• WORK TASK
Nothing may be dropped. Retype the whole listing exactly.

• RECORDS TO PROCESS

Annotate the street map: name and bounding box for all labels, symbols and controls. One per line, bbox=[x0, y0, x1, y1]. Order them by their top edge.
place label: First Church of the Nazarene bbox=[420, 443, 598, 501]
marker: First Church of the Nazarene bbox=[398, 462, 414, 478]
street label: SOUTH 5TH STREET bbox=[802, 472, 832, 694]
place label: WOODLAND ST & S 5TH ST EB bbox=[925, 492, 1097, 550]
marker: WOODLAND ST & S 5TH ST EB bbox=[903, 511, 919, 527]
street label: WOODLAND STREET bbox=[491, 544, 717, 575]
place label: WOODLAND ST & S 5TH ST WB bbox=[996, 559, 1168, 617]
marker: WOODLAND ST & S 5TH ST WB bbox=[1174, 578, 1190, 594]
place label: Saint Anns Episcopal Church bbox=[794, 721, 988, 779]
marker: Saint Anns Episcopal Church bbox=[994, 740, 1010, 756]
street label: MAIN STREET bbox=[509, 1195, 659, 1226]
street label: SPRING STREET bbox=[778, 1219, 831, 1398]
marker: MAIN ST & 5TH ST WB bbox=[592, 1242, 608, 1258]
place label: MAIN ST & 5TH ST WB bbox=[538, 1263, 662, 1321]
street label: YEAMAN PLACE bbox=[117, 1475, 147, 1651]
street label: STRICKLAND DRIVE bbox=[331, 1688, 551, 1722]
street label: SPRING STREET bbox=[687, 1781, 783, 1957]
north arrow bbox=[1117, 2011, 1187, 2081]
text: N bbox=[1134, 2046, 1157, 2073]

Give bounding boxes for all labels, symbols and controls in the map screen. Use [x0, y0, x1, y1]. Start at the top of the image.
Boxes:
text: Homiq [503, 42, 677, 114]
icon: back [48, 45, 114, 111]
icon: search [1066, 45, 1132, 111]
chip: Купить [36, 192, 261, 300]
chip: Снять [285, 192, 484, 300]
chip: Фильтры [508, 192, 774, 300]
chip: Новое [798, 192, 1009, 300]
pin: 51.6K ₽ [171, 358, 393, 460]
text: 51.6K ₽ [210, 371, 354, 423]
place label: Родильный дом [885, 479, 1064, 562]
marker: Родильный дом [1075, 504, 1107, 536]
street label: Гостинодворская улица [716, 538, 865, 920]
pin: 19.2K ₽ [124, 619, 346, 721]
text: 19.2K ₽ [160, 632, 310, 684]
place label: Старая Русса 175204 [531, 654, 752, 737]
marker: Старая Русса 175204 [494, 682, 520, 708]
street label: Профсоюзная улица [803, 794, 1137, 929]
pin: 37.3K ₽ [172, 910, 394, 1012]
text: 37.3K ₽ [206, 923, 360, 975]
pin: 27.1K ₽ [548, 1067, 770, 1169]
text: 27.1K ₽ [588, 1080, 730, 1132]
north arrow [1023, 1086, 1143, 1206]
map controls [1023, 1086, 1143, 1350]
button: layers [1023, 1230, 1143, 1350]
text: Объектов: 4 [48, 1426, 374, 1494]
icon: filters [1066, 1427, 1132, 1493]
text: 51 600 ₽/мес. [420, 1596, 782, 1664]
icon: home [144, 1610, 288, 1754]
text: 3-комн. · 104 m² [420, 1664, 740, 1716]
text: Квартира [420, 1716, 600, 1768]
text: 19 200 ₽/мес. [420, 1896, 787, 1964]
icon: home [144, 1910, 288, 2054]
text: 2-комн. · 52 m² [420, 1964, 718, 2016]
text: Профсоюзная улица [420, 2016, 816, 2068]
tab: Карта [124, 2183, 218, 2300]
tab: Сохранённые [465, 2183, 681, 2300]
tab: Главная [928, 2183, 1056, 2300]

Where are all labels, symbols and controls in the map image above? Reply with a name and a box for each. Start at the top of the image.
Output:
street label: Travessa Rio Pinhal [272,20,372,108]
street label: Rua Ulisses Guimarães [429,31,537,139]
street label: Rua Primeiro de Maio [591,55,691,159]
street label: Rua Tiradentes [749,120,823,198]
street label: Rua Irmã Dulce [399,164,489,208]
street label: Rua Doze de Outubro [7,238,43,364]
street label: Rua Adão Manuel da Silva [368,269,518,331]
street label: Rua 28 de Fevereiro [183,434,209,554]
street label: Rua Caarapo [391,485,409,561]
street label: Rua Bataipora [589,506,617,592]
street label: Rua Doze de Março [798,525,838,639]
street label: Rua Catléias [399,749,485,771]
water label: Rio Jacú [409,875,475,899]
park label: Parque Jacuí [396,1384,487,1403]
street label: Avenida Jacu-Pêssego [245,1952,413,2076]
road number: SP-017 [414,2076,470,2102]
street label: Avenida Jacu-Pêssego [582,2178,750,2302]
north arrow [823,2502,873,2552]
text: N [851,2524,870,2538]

• WRITTEN RESPONSE
Annotate the street map: name and bounding box for all labels, symbols and controls. One per line, bbox=[x0, y0, x1, y1]. Order them by their top edge.
place label: First Church of the Nazarene bbox=[420, 443, 598, 501]
marker: First Church of the Nazarene bbox=[398, 462, 414, 478]
street label: SOUTH 5TH STREET bbox=[802, 472, 832, 694]
place label: WOODLAND ST & S 5TH ST EB bbox=[925, 492, 1097, 550]
marker: WOODLAND ST & S 5TH ST EB bbox=[903, 511, 919, 527]
street label: WOODLAND STREET bbox=[491, 544, 717, 575]
place label: WOODLAND ST & S 5TH ST WB bbox=[996, 559, 1168, 617]
marker: WOODLAND ST & S 5TH ST WB bbox=[1174, 578, 1190, 594]
place label: Saint Anns Episcopal Church bbox=[794, 721, 988, 779]
marker: Saint Anns Episcopal Church bbox=[994, 740, 1010, 756]
street label: MAIN STREET bbox=[509, 1195, 659, 1226]
street label: SPRING STREET bbox=[778, 1219, 831, 1398]
marker: MAIN ST & 5TH ST WB bbox=[592, 1242, 608, 1258]
place label: MAIN ST & 5TH ST WB bbox=[538, 1263, 662, 1321]
street label: YEAMAN PLACE bbox=[117, 1475, 147, 1651]
street label: STRICKLAND DRIVE bbox=[331, 1688, 551, 1722]
street label: SPRING STREET bbox=[687, 1781, 783, 1957]
north arrow bbox=[1117, 2011, 1187, 2081]
text: N bbox=[1134, 2046, 1157, 2073]

Give bounding boxes for all labels, symbols and controls in the map screen. Use [x0, y0, x1, y1]. Start at the top of the image.
Boxes:
text: Homiq [503, 42, 677, 114]
icon: back [48, 45, 114, 111]
icon: search [1066, 45, 1132, 111]
chip: Купить [36, 192, 261, 300]
chip: Снять [285, 192, 484, 300]
chip: Фильтры [508, 192, 774, 300]
chip: Новое [798, 192, 1009, 300]
pin: 51.6K ₽ [171, 358, 393, 460]
text: 51.6K ₽ [210, 371, 354, 423]
place label: Родильный дом [885, 479, 1064, 562]
marker: Родильный дом [1075, 504, 1107, 536]
street label: Гостинодворская улица [716, 538, 865, 920]
pin: 19.2K ₽ [124, 619, 346, 721]
text: 19.2K ₽ [160, 632, 310, 684]
place label: Старая Русса 175204 [531, 654, 752, 737]
marker: Старая Русса 175204 [494, 682, 520, 708]
street label: Профсоюзная улица [803, 794, 1137, 929]
pin: 37.3K ₽ [172, 910, 394, 1012]
text: 37.3K ₽ [206, 923, 360, 975]
pin: 27.1K ₽ [548, 1067, 770, 1169]
text: 27.1K ₽ [588, 1080, 730, 1132]
north arrow [1023, 1086, 1143, 1206]
map controls [1023, 1086, 1143, 1350]
button: layers [1023, 1230, 1143, 1350]
text: Объектов: 4 [48, 1426, 374, 1494]
icon: filters [1066, 1427, 1132, 1493]
text: 51 600 ₽/мес. [420, 1596, 782, 1664]
icon: home [144, 1610, 288, 1754]
text: 3-комн. · 104 m² [420, 1664, 740, 1716]
text: Квартира [420, 1716, 600, 1768]
text: 19 200 ₽/мес. [420, 1896, 787, 1964]
icon: home [144, 1910, 288, 2054]
text: 2-комн. · 52 m² [420, 1964, 718, 2016]
text: Профсоюзная улица [420, 2016, 816, 2068]
tab: Карта [124, 2183, 218, 2300]
tab: Сохранённые [465, 2183, 681, 2300]
tab: Главная [928, 2183, 1056, 2300]

Where are all labels, symbols and controls in the map image above? Reply with a name and a box for each. Start at the top of the image.
Output:
street label: Travessa Rio Pinhal [272,20,372,108]
street label: Rua Ulisses Guimarães [429,31,537,139]
street label: Rua Primeiro de Maio [591,55,691,159]
street label: Rua Tiradentes [749,120,823,198]
street label: Rua Irmã Dulce [399,164,489,208]
street label: Rua Doze de Outubro [7,238,43,364]
street label: Rua Adão Manuel da Silva [368,269,518,331]
street label: Rua 28 de Fevereiro [183,434,209,554]
street label: Rua Caarapo [391,485,409,561]
street label: Rua Bataipora [589,506,617,592]
street label: Rua Doze de Março [798,525,838,639]
street label: Rua Catléias [399,749,485,771]
water label: Rio Jacú [409,875,475,899]
park label: Parque Jacuí [396,1384,487,1403]
street label: Avenida Jacu-Pêssego [245,1952,413,2076]
road number: SP-017 [414,2076,470,2102]
street label: Avenida Jacu-Pêssego [582,2178,750,2302]
north arrow [823,2502,873,2552]
text: N [851,2524,870,2538]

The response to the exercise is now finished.